I'm sure I'll pass the exam, but I hope I have the opportunity to interact with ISACA about my concerns.

JDMurray

sunto, your screenshot of the ISACA CISM Q&A database has been rejected. If you make any attempts to post copyrighted material in violation of the owner's licensing agreement you will be banned from TE.

pgupta101

I agree with you sunto. I have the same feeling with CISA Q&A. Questions have been designed to be tricky and test the insignificant differences in answers, which in many practical scenarios today doesn't make any difference. some questions ask about which things to be done first or which is best, where in choices given to choose from may make no difference in the outcome.

ger_saf

Mine is scheduled end of july, still reading "CISM Certified Information Security Manager All-in-One Exam Guide" once done,
I will start CISA QA DB. Any other advice.

sunto

Passed his morning. Database seems to have been the most aligned with passing.

ger_saf

Hey....Congrat....can u share yr preparation tips and material?

sunto

ger_saf wrote: »

Hey....Congrat....can u share yr preparation tips and material?

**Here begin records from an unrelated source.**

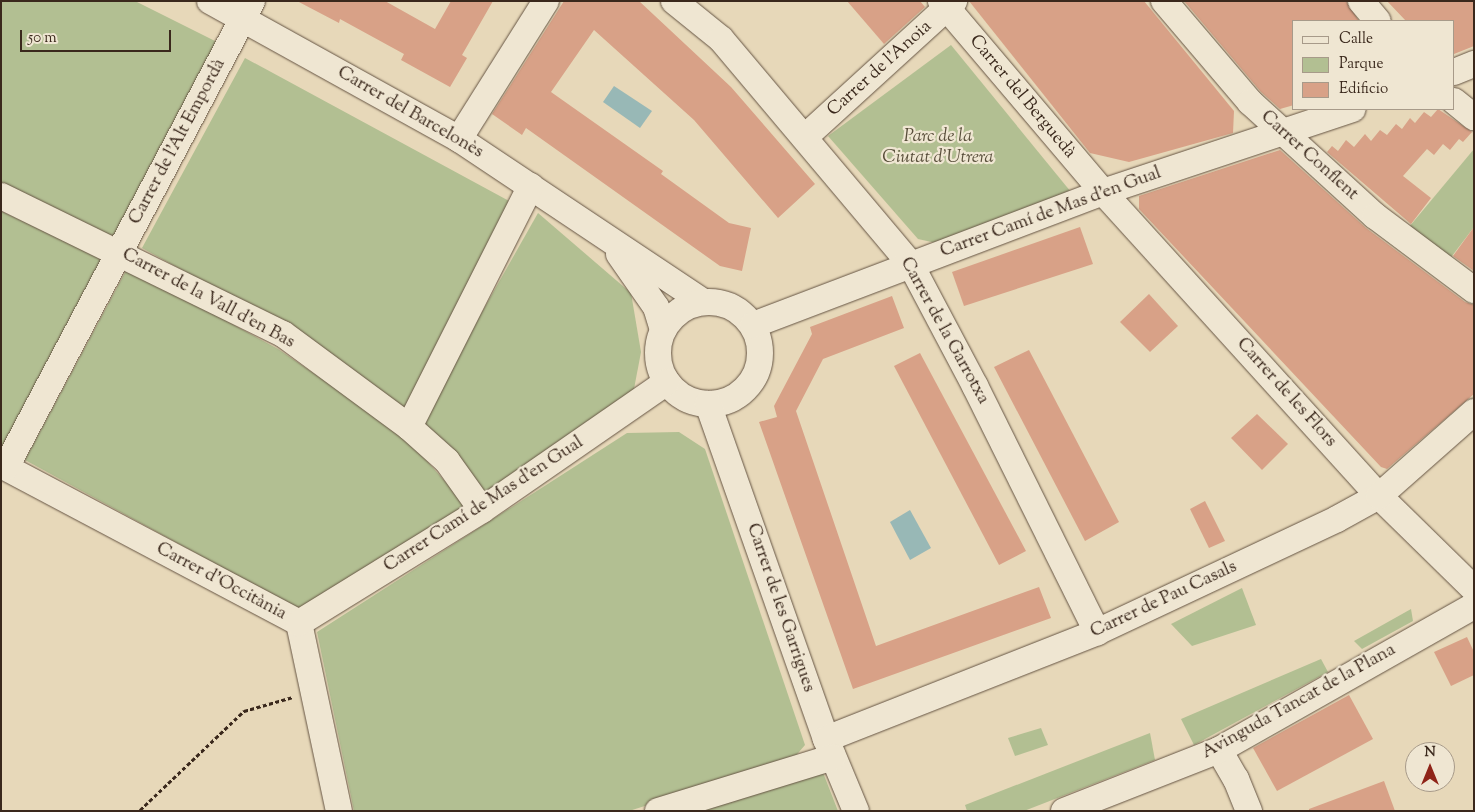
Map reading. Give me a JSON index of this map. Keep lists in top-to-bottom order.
{
  "streets": {
    "street": [
      "Carrer de l'Anoia",
      "Carrer del Berguedà",
      "Carrer del Barcelonès",
      "Carrer de l'Alt Empordà",
      "Carrer Conflent",
      "Carrer Camí de Mas d'en Gual",
      "Carrer de la Vall d'en Bas",
      "Carrer de la Garrotxa",
      "Carrer de les Flors",
      "Carrer d'Occitània",
      "Carrer de Pau Casals",
      "Carrer de les Garrigues",
      "Avinguda Tancat de la Plana"
    ]
  },
  "crossings": [
    ["Carrer de l'Anoia", "Carrer del Berguedà"],
    ["Carrer de l'Anoia", "Carrer de la Garrotxa"],
    ["Carrer del Berguedà", "Carrer Camí de Mas d'en Gual"],
    ["Carrer del Berguedà", "Carrer de les Flors"],
    ["Carrer del Barcelonès", "Carrer de l'Alt Empordà"],
    ["Carrer del Barcelonès", "Carrer Camí de Mas d'en Gual"],
    ["Carrer del Barcelonès", "Carrer de les Garrigues"],
    ["Carrer de l'Alt Empordà", "Carrer de la Vall d'en Bas"],
    ["Carrer de l'Alt Empordà", "Carrer d'Occitània"],
    ["Carrer Conflent", "Carrer Camí de Mas d'en Gual"],
    ["Carrer Camí de Mas d'en Gual", "Carrer de la Vall d'en Bas"],
    ["Carrer Camí de Mas d'en Gual", "Carrer de la Garrotxa"],
    ["Carrer Camí de Mas d'en Gual", "Carrer de les Flors"],
    ["Carrer Camí de Mas d'en Gual", "Carrer d'Occitània"],
    ["Carrer Camí de Mas d'en Gual", "Carrer de les Garrigues"],
    ["Carrer de la Garrotxa", "Carrer de Pau Casals"],
    ["Carrer de les Flors", "Carrer de Pau Casals"],
    ["Carrer de Pau Casals", "Carrer de les Garrigues"]
  ],
  "parks": ["Parc de la Ciutat d'Utrera"],
  "legend": ["Calle", "Parque", "Edificio"],
  "scale_bar": "50 m",
  "north": "top"
}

I took a one-week boot camp from Trainingcamp.com and spend the extra money to get the official ISACA Q/A database.

roxer

Congratulations!! CISM is a business/management decision certification and not necessarily a cybersecurity test in and of itself. It is more of a "what decision will you make that encompasses risk and businesses continuity" instead of "what technology are we using." Although the answer may involve technology, the correct answer might be a process instead because it has a better cost benefit to the business. I agree the questions can be cryptic.

sunto

For those interested, I think the CISSP is better overall and if you already have one, the CISM is made easier by it. I don't feel as though I gained any additional knowledge having completed CISM, but that doesn't mean it's terrible. For me, it's an added merit badge.

LordQarlyn

Interestingly enough I have been hearing the same thoughts being said about the CISSP recently - and by more and more people, that the cert has become, for lack of better term, watered down or devalued in terms if the security knowledge it teaches while obtaining it. Others have said that the vetting process of ISC2 has become lax that it is really just a formality at this point.

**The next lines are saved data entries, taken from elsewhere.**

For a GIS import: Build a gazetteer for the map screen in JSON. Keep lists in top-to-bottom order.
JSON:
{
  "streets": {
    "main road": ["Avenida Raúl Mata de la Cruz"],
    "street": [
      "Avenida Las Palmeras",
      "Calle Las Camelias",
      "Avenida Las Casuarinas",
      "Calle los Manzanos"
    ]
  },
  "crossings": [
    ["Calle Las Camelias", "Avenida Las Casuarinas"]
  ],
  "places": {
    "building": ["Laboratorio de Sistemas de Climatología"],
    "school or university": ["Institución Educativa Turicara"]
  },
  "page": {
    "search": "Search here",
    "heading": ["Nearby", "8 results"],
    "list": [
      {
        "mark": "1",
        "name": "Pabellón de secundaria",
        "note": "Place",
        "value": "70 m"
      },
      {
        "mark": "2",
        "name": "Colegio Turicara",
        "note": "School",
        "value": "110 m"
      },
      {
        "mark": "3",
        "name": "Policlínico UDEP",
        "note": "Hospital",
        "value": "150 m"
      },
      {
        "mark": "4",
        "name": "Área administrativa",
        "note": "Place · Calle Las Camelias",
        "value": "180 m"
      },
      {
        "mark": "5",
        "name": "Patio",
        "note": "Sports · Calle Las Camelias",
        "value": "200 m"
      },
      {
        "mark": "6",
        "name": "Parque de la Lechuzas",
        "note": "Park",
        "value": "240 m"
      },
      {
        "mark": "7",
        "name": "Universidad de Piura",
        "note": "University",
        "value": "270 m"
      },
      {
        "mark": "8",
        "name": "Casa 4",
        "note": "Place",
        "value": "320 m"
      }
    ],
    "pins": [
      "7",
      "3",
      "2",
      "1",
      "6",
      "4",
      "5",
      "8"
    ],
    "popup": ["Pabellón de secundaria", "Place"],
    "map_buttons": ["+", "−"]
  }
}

That may or may not be true, but there is no argument that having a CISSP can open doors for you and many security jobs desire candidates who have it. The same can be said about CISM, with a good security background you may not have gained much of an increase in knowledge while preparing for the exam, but it is a cert that is reasonably marketable.

So, congrats and well done! That is on my to do list.

lucky0977

I just went through a CISM bootcamp last week via Infosec Institute. I took my CISSP a couple years ago so I felt that I didn't learn anything new and most of the content was still fresh in my memory. The ISACA practice questions db were just as frustrating as ISC2s but so far it helps to see ISACAs mindset. I'll be taking my exam on the 13th of this month so we'll see if the ISACA db aligns with the exam.